**What needs to be done**
Wherever the string "number" appears in the records, return the line that holds it.

+--

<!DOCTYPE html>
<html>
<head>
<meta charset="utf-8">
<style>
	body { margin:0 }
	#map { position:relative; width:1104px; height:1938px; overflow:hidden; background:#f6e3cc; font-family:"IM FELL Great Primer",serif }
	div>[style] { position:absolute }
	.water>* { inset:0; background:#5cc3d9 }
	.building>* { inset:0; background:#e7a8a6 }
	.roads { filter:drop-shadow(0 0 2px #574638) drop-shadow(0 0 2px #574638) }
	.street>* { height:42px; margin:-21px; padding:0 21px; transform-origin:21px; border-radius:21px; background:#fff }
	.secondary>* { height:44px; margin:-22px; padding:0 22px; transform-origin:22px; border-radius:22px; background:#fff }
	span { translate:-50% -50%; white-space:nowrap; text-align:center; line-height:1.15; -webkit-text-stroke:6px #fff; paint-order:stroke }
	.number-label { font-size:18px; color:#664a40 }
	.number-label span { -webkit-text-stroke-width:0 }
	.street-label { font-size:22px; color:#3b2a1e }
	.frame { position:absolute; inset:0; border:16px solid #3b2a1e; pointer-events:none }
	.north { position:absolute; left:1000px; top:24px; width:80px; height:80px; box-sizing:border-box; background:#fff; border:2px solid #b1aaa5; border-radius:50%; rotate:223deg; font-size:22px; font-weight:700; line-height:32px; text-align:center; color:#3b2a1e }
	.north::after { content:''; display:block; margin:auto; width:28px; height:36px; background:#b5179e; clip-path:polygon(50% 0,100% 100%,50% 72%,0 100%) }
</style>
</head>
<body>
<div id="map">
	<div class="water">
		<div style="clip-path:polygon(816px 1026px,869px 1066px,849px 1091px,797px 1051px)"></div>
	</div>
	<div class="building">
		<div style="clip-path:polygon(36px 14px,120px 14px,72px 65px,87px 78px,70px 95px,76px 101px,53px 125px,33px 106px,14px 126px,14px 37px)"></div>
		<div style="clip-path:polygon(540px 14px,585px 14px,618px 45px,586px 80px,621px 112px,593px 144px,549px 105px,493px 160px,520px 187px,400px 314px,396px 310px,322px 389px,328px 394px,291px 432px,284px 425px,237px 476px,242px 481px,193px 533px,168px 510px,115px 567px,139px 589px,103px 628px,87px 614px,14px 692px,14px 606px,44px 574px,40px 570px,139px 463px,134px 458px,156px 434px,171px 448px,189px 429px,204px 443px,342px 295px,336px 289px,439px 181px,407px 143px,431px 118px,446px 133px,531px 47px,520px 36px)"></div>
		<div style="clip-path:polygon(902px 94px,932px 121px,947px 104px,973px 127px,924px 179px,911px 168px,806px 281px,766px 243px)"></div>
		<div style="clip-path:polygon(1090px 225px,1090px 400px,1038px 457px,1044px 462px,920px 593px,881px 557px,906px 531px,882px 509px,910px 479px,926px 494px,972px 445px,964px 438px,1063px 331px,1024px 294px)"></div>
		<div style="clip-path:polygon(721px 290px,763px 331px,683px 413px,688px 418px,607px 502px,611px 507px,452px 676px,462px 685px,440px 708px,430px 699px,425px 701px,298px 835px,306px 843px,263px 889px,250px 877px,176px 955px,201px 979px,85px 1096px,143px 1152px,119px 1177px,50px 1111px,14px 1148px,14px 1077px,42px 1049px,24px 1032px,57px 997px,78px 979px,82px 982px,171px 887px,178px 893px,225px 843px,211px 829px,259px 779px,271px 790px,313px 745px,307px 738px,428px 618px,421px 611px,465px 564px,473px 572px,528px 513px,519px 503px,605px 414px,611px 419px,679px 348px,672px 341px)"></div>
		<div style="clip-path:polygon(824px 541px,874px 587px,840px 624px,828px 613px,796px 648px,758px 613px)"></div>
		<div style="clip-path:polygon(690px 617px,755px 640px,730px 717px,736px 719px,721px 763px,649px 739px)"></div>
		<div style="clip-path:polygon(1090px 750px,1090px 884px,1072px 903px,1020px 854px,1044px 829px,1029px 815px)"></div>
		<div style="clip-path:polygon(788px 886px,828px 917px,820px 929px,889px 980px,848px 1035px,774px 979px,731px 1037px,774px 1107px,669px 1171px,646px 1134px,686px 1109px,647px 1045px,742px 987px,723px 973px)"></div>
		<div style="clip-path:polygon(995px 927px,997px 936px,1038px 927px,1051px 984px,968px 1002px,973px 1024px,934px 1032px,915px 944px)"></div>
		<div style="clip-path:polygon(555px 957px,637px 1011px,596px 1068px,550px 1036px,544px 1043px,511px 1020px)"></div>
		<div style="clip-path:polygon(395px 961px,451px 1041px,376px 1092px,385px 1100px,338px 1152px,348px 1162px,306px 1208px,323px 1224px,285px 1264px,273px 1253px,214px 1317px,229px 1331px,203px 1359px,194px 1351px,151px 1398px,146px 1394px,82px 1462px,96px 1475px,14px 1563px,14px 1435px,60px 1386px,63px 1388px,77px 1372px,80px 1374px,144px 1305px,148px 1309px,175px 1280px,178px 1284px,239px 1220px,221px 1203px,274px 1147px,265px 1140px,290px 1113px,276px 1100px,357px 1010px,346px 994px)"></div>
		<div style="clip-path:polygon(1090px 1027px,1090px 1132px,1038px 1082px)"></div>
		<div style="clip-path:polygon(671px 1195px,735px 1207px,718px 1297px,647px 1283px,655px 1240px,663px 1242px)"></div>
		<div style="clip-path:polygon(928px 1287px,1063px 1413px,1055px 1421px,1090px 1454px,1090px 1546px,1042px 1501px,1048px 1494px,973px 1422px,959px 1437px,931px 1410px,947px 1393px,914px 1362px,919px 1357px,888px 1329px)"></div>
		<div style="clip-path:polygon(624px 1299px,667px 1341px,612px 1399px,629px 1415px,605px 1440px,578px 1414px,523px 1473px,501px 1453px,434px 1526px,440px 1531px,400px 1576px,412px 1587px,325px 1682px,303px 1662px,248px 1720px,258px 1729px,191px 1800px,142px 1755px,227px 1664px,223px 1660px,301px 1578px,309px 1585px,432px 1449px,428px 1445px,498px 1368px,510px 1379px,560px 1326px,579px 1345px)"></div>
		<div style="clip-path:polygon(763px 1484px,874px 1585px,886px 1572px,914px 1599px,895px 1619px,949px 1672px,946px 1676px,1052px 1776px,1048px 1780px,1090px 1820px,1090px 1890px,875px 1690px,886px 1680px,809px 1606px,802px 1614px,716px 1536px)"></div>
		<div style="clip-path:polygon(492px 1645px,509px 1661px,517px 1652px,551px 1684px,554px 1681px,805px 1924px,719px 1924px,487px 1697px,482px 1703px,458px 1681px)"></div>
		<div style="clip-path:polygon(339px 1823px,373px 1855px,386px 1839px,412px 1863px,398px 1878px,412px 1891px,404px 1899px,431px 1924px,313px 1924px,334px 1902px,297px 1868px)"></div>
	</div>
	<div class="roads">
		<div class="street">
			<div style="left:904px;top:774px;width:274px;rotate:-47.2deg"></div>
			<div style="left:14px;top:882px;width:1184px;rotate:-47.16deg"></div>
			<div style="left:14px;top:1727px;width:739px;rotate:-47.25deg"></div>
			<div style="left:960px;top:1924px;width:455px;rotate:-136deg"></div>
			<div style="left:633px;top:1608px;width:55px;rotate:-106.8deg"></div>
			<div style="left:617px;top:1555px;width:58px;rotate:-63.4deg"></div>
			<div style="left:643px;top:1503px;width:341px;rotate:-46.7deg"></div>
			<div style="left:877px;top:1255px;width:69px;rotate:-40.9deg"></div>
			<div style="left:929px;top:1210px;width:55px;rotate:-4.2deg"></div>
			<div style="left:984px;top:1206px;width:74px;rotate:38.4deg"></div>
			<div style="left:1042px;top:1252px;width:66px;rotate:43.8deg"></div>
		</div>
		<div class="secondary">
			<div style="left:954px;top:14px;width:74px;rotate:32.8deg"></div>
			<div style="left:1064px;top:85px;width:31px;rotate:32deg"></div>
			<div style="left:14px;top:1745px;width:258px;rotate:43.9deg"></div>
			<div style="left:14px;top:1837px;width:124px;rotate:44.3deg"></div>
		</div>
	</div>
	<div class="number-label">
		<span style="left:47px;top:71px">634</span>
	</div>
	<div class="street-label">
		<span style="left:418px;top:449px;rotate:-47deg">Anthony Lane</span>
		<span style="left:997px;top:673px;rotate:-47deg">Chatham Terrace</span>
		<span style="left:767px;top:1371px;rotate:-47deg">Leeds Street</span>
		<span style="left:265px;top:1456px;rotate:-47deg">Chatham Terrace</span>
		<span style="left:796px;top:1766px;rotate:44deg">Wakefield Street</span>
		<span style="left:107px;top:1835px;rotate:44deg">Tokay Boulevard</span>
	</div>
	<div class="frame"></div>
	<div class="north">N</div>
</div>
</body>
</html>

+--

**Answer to this exercise**
	.number-label { font-size:18px; color:#664a40 }
	.number-label span { -webkit-text-stroke-width:0 }
	<div class="number-label">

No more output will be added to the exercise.